REQUIRED ACTION
Please tally every line in the listing below where the word "Lines" appears, then give the number and nothing more.

[Start of section]

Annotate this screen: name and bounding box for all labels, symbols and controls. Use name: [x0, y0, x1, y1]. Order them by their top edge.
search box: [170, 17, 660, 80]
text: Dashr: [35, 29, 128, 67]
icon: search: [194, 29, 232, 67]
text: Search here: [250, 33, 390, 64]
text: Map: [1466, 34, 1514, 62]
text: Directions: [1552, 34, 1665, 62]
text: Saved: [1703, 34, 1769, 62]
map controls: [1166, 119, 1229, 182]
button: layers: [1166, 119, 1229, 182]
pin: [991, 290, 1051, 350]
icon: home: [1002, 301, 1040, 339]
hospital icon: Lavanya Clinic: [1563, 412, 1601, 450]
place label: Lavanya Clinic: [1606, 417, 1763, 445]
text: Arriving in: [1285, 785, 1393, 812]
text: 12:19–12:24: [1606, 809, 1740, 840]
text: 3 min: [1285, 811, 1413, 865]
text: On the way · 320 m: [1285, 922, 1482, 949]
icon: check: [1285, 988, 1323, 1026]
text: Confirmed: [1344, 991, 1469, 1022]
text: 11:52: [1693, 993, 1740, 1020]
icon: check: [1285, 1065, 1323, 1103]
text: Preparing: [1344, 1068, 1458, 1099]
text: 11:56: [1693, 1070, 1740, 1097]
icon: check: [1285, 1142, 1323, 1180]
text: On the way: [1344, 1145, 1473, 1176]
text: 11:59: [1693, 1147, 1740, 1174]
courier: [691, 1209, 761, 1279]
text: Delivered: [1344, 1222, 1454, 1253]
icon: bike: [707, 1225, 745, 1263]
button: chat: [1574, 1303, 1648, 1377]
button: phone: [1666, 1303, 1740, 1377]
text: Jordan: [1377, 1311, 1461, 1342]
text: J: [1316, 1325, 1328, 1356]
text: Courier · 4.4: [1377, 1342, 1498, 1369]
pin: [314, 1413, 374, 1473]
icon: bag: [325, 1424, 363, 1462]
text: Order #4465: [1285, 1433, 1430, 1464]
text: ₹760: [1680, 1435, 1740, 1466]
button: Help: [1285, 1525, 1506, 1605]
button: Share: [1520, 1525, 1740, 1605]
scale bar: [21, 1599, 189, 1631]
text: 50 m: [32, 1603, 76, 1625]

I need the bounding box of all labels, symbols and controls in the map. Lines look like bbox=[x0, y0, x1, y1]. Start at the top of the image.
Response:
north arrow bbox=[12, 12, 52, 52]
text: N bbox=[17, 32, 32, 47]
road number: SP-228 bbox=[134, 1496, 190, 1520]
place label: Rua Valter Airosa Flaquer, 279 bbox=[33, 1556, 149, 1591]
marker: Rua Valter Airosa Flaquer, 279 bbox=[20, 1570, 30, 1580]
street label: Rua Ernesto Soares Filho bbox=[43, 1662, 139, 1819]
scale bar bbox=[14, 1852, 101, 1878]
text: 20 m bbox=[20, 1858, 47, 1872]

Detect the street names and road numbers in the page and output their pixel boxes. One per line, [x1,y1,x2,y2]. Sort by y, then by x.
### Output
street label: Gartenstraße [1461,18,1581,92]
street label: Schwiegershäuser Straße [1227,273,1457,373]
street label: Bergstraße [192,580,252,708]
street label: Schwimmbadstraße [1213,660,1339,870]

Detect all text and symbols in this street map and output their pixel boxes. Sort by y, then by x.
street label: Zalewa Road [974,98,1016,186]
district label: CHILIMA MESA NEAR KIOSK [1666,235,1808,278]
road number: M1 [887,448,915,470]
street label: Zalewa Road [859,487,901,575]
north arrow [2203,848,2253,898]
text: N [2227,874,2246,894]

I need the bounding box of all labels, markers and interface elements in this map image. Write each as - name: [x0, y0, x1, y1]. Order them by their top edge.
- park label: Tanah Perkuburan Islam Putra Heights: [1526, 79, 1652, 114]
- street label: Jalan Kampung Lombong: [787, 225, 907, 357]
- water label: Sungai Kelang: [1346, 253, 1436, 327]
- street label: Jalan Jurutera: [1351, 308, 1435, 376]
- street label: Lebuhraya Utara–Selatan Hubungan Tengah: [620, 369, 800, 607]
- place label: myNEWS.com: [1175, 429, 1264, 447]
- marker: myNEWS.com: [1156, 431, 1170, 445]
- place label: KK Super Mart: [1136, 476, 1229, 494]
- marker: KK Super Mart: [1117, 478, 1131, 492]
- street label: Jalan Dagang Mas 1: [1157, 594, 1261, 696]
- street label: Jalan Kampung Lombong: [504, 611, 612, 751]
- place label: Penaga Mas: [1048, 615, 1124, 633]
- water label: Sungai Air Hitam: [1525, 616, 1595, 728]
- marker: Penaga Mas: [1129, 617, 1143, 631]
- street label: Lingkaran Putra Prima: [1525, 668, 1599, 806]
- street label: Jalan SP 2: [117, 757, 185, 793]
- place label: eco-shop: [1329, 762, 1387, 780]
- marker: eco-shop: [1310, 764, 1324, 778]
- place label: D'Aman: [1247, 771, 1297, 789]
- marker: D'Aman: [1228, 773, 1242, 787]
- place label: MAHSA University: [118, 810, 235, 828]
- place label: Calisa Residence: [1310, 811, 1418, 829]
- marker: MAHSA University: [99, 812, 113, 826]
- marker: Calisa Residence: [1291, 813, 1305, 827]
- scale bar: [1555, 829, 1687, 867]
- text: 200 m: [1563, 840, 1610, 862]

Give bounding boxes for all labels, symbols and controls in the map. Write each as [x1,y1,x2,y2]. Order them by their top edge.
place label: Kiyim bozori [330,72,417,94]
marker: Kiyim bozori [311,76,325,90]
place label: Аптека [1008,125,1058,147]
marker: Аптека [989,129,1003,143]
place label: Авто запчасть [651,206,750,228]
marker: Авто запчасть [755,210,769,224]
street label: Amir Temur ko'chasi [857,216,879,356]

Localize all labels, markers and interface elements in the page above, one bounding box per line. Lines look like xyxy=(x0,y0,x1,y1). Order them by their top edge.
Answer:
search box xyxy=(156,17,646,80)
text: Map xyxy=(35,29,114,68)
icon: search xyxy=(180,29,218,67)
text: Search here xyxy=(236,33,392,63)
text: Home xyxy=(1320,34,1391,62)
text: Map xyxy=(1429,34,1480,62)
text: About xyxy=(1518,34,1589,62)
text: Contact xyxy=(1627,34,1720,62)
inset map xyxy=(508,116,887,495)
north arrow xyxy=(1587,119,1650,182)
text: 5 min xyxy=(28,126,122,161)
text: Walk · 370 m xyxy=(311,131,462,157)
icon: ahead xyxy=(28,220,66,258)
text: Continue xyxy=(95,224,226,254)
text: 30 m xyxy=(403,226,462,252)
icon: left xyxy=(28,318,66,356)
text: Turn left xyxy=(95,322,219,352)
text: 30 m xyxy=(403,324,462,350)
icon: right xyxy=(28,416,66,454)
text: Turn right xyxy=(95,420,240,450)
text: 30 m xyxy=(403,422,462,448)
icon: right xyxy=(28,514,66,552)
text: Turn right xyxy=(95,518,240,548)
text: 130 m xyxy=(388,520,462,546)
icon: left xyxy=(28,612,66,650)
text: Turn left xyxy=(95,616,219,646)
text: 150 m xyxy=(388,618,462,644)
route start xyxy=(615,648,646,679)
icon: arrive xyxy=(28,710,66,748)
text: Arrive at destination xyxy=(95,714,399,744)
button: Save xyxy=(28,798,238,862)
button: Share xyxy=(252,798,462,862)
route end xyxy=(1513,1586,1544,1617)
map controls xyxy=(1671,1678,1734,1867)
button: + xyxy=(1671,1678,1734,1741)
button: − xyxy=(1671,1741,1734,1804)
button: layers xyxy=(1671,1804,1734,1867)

[End of section]

SOLUTION
2